→ Exercise prompt
Copy the result of filtering the entries below for lines that include the string "Plantinkaai".

***

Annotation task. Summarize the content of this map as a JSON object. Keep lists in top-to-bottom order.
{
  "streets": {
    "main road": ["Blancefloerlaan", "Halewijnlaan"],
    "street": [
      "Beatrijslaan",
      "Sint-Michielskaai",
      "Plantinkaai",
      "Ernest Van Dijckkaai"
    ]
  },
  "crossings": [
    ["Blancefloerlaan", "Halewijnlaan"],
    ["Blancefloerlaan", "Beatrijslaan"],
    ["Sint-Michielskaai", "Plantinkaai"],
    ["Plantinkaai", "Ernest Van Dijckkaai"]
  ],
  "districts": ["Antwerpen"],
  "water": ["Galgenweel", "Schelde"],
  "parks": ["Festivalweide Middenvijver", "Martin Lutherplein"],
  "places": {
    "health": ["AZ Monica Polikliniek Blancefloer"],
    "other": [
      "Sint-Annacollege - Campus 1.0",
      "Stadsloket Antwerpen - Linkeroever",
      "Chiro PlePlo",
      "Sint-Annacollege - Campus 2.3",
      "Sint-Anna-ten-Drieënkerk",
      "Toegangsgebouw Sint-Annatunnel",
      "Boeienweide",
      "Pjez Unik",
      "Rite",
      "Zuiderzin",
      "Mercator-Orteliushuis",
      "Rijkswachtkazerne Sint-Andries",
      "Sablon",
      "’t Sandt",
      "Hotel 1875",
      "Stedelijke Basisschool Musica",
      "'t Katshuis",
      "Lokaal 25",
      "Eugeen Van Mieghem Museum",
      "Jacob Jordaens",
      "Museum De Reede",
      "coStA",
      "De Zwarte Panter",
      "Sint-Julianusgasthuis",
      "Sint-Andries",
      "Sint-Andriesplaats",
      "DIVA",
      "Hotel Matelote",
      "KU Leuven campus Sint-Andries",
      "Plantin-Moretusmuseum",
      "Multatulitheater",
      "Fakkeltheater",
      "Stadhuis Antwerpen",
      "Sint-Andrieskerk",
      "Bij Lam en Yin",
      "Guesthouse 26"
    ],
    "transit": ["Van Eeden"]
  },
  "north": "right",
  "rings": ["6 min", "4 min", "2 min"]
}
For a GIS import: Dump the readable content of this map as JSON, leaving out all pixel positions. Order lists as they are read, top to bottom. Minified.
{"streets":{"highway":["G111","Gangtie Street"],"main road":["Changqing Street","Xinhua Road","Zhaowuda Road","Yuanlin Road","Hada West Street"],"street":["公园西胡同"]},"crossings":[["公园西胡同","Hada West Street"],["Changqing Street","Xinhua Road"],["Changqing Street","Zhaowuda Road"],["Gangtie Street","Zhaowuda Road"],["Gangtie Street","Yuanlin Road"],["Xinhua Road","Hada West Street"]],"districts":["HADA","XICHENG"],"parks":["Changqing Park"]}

***

→ Written answer
      "Plantinkaai",
    ["Sint-Michielskaai", "Plantinkaai"],
    ["Plantinkaai", "Ernest Van Dijckkaai"]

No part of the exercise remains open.